— Provided material —
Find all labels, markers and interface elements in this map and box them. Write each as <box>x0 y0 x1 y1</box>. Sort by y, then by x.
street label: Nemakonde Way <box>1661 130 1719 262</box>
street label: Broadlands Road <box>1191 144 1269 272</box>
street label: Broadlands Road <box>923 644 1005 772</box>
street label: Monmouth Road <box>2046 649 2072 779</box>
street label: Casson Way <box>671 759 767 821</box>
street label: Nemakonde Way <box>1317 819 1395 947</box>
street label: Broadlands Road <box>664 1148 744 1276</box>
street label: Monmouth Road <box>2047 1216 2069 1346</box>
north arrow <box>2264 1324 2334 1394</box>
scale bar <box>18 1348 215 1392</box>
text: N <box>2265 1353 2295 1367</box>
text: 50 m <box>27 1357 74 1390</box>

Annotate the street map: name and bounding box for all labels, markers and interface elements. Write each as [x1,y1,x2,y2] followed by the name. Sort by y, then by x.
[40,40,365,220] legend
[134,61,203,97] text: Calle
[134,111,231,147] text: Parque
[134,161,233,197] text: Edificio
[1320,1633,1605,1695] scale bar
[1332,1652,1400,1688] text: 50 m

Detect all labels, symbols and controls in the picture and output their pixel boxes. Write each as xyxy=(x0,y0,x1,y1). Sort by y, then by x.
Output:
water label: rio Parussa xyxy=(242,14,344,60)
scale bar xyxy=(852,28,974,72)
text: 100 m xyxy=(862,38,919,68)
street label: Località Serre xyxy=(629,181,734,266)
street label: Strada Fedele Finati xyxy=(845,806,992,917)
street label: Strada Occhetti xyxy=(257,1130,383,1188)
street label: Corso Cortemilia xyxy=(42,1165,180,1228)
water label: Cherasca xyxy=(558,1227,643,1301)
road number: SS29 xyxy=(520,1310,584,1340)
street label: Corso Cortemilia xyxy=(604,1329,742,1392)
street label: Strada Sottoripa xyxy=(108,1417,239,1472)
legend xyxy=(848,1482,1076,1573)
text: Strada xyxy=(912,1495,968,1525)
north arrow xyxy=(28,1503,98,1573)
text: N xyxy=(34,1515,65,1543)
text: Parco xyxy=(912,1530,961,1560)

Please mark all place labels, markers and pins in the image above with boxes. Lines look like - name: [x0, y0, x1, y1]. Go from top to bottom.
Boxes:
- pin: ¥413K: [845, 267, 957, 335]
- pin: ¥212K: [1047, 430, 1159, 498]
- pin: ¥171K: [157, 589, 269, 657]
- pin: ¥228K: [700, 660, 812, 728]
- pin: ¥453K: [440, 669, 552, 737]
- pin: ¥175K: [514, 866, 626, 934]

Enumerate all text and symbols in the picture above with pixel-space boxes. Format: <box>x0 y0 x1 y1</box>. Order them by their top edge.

— What this task involves —
Work out how many lines in the data contain "above" and state that number with nothing added.

— Answer box —
2